Abstract
We investigated the vitamin D status and the effect of vitamin D supplementation in Korean breast-fed infants. The healthy term newborns were divided into 3 groups; A, formula-fed; B, breast-fed only; S, breast-fed with vitamin D supplementation. We measured serum concentrations of vitamin D (25OHD3), calcium (Ca), phosphorus (P), alkaline phosphatase (AP), intact parathyroid hormone (iPTH) and bone mineral density (BMD) at 6 and 12 months of age. Using questionnaires, average duration of sun-light exposure and dietary intake of vitamin D, Ca and P were obtained. At 6 and 12 months of age, 25OHD3 was significantly higher in group S than in group B (P<0.001). iPTH was significantly lower in group S than in group B at 6 months (P=0.001), but did not differ at 12 months. Regardless of vitamin D supplementation, BMD was lower in group B and S than in group A (P<0.05). Total intake of vitamin D differed among 3 groups (P<0.001, A>S>B), but total intake of Ca and P were higher in group A than in group B and S (P<0.001). In conclusion, breast-fed infants show lower vitamin D status and bone mineralization than formula-fed infants.

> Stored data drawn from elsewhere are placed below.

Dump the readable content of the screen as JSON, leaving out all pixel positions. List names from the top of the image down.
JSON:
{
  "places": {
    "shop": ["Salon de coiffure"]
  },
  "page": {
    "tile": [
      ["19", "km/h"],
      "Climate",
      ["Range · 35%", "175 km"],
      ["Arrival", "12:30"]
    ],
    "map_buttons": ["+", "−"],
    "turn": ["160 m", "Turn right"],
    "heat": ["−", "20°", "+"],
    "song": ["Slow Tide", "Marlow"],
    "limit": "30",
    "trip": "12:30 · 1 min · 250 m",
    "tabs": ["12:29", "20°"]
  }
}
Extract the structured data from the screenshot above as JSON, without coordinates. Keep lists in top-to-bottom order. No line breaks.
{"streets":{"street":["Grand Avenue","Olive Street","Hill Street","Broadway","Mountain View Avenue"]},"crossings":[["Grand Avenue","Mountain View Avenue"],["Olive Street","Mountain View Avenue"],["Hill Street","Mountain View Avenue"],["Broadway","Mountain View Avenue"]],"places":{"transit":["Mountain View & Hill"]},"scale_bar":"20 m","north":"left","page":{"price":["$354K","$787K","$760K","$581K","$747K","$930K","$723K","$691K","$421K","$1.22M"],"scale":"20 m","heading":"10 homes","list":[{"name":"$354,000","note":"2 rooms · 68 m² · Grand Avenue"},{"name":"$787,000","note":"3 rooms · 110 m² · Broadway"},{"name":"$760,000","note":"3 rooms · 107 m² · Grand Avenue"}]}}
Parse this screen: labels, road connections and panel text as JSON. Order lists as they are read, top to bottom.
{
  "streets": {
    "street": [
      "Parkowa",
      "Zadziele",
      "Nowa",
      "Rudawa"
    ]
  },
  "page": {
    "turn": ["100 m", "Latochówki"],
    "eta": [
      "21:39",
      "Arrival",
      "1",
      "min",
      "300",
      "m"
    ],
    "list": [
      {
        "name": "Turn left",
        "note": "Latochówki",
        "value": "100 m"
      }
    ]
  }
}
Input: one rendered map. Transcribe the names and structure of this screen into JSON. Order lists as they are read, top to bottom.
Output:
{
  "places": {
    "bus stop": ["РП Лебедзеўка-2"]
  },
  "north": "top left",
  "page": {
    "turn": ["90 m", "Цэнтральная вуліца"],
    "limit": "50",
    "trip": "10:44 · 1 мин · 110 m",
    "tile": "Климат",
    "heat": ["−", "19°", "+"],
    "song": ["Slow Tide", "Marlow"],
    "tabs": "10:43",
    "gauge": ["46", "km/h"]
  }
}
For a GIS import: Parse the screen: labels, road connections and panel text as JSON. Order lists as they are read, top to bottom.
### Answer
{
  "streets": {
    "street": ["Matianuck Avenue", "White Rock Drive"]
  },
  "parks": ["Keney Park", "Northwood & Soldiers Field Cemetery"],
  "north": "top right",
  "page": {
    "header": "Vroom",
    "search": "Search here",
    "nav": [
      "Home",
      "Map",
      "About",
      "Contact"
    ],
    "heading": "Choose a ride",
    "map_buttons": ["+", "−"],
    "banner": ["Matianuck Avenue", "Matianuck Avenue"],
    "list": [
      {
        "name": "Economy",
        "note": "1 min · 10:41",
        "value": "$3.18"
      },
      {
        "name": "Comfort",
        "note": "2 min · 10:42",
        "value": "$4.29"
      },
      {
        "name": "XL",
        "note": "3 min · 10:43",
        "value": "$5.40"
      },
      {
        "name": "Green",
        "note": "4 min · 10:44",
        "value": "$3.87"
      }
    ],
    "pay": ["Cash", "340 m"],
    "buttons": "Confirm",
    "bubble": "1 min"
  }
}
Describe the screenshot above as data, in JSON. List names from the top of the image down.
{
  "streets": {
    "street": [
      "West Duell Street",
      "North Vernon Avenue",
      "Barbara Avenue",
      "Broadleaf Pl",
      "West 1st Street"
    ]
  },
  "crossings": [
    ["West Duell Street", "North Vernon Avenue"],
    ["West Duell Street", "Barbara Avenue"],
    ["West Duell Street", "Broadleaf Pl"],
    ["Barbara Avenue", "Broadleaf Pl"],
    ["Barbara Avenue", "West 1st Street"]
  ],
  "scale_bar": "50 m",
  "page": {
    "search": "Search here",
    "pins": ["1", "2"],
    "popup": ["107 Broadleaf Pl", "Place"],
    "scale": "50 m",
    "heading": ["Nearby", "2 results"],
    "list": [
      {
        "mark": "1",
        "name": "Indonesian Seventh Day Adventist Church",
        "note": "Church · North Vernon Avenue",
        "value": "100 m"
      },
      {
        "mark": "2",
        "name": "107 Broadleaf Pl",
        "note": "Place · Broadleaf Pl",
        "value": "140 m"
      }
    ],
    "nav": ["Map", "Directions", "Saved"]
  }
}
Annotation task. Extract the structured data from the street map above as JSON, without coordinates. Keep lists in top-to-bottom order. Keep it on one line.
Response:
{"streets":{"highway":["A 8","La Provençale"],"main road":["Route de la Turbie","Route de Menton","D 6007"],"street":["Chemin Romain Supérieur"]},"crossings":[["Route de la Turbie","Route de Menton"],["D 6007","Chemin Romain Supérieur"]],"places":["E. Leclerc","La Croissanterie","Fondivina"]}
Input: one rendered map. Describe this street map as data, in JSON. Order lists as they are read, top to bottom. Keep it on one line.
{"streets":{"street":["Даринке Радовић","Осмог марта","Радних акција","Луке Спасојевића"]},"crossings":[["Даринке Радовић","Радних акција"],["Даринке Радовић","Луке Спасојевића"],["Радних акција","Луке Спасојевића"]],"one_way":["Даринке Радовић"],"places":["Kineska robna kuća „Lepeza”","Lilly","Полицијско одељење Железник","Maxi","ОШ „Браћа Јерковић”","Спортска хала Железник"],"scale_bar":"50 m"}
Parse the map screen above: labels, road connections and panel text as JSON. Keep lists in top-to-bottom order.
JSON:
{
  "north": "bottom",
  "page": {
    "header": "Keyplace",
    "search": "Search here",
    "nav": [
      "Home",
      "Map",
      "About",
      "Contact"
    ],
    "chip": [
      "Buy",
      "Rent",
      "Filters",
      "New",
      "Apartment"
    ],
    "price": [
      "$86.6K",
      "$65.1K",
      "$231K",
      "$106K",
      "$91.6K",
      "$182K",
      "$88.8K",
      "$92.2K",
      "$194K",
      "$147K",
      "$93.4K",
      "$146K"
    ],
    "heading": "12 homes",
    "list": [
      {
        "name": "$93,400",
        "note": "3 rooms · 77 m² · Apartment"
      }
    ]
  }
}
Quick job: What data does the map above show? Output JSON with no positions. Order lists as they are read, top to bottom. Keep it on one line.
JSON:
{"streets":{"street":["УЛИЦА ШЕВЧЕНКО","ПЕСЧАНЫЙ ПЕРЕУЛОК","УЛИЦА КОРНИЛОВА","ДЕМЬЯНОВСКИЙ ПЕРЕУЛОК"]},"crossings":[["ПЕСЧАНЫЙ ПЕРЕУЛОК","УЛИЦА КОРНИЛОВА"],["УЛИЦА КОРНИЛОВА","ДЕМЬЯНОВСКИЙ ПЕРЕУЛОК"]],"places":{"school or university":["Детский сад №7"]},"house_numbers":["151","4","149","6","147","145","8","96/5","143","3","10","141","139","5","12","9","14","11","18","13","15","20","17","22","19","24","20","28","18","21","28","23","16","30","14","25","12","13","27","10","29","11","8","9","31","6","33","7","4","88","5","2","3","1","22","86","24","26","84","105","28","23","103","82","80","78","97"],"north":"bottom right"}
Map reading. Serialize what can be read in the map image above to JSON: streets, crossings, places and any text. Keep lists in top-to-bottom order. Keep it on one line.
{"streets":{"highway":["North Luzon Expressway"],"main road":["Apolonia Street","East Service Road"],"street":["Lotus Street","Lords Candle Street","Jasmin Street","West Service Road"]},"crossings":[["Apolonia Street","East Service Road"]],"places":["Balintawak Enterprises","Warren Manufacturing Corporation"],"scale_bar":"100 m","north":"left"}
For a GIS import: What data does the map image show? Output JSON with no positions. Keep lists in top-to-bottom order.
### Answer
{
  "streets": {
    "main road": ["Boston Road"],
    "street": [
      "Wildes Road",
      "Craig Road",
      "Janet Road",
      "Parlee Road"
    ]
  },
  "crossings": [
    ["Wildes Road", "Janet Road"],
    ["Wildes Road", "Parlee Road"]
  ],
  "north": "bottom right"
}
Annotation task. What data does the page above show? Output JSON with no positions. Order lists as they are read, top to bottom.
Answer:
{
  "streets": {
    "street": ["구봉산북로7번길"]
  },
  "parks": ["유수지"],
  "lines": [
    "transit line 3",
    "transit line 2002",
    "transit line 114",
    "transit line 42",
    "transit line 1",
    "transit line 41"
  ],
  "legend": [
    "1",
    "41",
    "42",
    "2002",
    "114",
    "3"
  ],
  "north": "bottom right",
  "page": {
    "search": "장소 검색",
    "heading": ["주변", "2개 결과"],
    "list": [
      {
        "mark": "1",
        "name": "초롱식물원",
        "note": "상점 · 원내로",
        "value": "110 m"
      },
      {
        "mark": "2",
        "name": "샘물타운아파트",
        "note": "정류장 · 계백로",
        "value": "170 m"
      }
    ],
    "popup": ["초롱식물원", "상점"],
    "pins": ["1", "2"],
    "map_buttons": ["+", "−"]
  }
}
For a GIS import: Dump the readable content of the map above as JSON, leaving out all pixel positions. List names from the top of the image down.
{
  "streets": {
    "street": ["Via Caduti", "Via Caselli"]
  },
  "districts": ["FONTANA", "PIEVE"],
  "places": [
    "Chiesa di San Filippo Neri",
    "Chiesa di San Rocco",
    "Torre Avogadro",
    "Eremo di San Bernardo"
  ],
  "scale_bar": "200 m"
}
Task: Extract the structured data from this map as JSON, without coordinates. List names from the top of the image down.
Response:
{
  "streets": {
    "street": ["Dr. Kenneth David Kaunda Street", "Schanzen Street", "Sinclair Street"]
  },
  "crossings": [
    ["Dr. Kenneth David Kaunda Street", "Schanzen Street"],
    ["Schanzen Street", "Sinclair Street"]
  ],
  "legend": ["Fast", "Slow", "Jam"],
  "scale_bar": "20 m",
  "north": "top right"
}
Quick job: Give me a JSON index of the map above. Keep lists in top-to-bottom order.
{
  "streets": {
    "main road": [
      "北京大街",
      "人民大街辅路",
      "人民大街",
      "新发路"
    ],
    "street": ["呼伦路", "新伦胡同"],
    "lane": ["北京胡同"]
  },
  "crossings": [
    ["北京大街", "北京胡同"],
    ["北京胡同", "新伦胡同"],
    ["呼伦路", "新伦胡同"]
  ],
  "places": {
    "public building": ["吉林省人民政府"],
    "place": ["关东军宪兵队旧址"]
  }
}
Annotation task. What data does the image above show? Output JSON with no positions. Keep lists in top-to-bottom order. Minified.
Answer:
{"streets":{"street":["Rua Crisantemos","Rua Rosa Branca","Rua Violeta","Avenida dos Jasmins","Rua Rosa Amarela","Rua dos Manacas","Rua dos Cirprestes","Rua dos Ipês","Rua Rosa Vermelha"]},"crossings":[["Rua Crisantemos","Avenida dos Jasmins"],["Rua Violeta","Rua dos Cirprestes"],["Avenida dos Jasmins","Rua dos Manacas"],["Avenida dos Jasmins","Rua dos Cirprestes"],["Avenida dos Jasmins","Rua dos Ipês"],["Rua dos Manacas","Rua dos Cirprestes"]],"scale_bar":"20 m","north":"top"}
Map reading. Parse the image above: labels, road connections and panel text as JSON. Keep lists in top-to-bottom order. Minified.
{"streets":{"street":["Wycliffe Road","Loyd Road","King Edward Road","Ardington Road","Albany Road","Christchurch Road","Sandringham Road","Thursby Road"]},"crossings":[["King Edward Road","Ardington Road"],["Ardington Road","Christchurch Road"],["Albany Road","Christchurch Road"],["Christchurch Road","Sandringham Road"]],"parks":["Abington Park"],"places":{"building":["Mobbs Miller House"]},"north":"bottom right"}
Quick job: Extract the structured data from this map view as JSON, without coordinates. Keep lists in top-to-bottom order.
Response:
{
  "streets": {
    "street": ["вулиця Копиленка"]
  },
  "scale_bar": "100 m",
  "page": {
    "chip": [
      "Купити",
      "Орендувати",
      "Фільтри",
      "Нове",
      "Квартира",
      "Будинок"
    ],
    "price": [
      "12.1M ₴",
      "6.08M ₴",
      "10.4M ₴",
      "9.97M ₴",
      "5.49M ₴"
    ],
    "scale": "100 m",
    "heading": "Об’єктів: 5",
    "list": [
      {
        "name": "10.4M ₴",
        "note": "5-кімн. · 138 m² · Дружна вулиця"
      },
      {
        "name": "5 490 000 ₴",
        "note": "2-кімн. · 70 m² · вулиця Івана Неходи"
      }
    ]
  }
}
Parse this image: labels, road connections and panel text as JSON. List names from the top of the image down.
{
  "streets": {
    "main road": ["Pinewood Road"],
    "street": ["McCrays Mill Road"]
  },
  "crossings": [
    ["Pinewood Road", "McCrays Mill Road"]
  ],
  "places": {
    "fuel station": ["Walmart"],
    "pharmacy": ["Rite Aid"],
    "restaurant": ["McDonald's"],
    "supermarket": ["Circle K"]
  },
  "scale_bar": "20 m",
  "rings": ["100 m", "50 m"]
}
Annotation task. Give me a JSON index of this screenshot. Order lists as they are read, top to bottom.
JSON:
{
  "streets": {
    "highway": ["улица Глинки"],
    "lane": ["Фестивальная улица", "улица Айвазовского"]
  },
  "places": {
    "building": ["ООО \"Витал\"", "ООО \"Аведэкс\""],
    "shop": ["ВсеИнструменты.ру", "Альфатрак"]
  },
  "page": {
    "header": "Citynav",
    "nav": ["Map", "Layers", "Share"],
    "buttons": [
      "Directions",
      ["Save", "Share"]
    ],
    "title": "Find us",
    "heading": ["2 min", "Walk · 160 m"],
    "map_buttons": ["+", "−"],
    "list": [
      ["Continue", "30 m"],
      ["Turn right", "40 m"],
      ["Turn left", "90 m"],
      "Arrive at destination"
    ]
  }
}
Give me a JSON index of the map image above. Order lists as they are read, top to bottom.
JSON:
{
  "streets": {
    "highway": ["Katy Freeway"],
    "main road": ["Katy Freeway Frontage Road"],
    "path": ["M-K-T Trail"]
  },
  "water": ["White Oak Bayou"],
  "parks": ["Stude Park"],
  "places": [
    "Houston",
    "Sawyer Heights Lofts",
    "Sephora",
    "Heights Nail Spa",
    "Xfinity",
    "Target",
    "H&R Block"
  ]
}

Vitamin D supplementation (200 IU/day) in breast-fed infants increases serum 25-OH vitamin D3, but not bone mineral density.
Keywords: Vitamin D, Nutritional Status, Bone Density, Vitamin D Deficiency, Dietary Supplements, Breast feeding, Infant
INTRODUCTION
Vitamin D, a fat-soluble steroid hormone, is important for calcium and phosphorus homeostasis and musculoskeletal health. In children, severe vitamin D deficiency manifests as rickets, and vitamin D inadequacy can impair attainment of peak bone mass. In adults, inadequate vitamin D can result in secondary hyperparathyroidism, decreased bone mineral density, osteomalacia, and increased risk of fragility fractures (1). Moreover, inadequate vitamin D may be involved in the pathogenesis and/or progression of several disorders, including cancer, hypertension, osteoarthritis, diabetes, and other autoimmune diseases (1-6).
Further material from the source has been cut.